● GIVEN DATA:
++++++++++

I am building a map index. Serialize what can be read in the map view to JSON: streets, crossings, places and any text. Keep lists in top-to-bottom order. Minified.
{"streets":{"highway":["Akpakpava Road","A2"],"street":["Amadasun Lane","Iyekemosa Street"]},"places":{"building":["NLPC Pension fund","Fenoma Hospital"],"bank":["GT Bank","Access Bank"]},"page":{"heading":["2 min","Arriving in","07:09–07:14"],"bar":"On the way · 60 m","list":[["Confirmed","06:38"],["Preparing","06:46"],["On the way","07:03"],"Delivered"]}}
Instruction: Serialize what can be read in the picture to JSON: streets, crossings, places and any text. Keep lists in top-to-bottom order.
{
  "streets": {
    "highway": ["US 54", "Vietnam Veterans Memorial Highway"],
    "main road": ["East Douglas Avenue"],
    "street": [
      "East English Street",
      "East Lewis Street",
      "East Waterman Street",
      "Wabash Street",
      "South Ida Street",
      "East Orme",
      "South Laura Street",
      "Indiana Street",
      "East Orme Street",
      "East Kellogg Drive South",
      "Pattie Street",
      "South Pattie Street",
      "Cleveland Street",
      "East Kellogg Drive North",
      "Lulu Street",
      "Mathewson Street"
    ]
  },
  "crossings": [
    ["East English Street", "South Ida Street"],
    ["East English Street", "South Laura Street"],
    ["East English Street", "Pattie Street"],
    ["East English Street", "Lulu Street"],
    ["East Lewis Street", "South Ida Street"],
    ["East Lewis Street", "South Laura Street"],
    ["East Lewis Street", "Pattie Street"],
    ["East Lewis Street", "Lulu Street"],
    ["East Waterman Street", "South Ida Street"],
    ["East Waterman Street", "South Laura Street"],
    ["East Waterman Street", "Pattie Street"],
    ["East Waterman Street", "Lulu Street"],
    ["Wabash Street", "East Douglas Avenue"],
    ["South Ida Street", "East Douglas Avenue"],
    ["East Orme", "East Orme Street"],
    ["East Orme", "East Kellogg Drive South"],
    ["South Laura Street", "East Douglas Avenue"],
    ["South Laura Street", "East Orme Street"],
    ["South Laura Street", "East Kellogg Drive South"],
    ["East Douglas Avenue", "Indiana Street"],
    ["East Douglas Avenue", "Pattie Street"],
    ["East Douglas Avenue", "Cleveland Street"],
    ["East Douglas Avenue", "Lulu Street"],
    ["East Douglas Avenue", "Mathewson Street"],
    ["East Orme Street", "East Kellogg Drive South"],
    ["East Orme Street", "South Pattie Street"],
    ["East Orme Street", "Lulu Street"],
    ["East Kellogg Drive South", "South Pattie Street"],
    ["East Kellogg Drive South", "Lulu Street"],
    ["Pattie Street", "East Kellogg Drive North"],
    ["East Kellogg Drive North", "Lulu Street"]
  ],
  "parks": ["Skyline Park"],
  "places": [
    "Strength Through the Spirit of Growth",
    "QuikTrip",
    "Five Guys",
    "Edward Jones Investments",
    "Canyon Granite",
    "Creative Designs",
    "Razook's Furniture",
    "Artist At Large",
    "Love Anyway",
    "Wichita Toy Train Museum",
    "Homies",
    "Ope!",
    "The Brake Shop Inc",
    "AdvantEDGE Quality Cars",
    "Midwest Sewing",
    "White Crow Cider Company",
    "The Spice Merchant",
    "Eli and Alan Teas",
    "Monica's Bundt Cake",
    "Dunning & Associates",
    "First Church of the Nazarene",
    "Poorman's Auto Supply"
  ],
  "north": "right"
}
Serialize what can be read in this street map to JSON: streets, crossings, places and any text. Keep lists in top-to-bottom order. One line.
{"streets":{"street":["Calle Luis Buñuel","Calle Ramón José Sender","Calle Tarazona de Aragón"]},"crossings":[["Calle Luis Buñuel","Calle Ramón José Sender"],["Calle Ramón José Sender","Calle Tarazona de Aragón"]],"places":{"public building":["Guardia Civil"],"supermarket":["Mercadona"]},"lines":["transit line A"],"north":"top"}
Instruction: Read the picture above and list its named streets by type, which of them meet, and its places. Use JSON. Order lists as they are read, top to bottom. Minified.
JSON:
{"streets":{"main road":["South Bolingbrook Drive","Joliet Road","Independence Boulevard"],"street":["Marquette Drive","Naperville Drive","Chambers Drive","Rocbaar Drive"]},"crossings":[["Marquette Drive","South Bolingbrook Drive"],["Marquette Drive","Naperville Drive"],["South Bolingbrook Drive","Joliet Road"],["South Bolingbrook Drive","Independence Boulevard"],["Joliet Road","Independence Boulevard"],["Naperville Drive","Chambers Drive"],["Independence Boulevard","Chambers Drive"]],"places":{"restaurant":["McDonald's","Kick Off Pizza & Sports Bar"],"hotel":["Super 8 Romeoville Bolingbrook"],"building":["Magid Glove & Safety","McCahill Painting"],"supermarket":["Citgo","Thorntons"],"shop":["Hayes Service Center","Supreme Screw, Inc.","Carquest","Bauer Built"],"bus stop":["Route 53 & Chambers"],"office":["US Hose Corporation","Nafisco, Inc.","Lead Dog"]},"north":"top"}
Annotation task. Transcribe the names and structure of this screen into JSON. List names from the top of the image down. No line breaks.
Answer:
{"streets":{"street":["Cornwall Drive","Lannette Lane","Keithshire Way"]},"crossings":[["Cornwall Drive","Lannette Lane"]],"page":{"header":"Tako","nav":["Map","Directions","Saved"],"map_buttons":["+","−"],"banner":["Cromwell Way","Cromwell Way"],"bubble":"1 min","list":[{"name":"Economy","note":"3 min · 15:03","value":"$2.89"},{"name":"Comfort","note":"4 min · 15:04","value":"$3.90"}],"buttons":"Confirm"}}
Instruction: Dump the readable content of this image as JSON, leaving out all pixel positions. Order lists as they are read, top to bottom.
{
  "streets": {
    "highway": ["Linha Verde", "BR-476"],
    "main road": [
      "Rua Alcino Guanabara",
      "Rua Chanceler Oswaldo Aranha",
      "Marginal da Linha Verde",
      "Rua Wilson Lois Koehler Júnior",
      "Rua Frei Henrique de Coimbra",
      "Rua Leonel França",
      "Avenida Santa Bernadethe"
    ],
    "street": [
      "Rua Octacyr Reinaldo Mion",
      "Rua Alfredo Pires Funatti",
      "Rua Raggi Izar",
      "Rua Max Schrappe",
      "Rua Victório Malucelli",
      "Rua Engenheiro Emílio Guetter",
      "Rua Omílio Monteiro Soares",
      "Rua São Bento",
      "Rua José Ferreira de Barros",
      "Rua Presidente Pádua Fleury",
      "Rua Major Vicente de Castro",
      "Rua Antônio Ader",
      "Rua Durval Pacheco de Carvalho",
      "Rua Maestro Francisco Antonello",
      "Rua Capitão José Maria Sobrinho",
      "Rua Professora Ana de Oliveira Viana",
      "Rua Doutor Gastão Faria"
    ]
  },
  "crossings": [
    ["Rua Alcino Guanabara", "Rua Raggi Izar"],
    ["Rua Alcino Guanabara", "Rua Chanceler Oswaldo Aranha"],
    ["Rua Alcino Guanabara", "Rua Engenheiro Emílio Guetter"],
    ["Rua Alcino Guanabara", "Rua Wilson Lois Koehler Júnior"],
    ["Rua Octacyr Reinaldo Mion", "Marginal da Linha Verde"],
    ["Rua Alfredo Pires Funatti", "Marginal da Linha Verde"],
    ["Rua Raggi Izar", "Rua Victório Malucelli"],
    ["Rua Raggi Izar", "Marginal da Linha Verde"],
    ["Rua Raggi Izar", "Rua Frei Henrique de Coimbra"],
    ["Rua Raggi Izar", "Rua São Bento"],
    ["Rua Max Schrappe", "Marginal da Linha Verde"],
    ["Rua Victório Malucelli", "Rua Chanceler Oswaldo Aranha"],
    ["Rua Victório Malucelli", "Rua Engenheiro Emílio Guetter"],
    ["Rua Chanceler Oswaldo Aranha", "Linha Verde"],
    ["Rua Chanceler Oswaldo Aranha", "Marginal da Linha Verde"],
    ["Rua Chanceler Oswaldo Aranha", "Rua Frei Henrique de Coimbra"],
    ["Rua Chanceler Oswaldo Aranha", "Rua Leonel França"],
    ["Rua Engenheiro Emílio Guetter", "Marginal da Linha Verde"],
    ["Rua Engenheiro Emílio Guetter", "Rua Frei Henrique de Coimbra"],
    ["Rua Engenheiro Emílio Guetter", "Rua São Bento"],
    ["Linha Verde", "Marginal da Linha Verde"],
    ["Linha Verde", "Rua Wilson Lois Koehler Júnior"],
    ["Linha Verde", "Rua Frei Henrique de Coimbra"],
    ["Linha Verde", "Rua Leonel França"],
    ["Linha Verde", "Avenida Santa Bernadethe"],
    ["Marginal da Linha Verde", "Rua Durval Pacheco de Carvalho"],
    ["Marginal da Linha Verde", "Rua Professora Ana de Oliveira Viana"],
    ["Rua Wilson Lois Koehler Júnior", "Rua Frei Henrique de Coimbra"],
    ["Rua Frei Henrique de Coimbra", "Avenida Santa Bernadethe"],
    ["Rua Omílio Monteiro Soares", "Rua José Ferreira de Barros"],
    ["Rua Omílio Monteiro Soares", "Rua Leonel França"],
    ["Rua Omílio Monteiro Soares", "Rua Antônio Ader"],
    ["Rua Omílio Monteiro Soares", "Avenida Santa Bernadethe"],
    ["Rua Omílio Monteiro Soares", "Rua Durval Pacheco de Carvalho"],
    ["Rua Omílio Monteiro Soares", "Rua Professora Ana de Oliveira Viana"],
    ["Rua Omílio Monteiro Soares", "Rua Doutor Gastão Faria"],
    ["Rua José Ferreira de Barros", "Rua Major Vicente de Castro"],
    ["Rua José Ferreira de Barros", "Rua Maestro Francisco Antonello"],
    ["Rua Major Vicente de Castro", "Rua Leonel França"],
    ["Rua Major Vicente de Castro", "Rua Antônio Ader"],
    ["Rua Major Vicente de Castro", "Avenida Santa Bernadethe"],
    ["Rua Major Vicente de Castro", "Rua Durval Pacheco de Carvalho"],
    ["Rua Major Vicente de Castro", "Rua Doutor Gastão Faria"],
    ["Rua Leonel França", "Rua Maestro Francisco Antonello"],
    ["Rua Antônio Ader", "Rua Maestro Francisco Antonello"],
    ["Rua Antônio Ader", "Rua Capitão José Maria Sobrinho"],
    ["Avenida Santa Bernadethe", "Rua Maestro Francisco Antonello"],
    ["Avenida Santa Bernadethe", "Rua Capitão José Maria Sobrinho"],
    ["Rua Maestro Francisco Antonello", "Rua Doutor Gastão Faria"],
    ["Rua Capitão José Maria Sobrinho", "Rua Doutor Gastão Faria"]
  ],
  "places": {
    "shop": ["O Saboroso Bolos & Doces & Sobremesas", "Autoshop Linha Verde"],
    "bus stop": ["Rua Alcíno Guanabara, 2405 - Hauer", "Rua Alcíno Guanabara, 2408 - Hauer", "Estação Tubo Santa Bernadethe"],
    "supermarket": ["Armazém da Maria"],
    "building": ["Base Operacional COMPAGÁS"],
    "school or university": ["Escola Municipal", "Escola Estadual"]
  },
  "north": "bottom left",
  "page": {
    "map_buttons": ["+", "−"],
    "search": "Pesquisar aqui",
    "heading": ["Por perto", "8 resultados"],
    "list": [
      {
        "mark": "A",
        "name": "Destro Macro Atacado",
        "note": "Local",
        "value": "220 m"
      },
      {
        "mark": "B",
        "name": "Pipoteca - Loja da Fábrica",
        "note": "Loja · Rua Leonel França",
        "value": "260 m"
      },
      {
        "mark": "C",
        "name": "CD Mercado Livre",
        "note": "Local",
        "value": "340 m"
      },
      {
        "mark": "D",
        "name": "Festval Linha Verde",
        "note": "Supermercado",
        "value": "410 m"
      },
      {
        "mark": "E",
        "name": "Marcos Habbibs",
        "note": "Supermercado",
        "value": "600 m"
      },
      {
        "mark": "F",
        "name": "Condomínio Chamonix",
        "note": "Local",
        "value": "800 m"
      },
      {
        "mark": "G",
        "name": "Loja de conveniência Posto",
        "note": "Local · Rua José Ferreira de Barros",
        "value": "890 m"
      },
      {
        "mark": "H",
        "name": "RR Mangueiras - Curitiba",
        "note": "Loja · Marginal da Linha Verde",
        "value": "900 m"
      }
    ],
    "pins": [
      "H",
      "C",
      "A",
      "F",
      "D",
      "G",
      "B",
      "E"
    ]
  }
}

++++++++++

Your answer must be every line from the entries that contains the string "Indiana", copied as it stands.

● FINISHED EXERCISE:
      "Indiana Street",
    ["East Douglas Avenue", "Indiana Street"],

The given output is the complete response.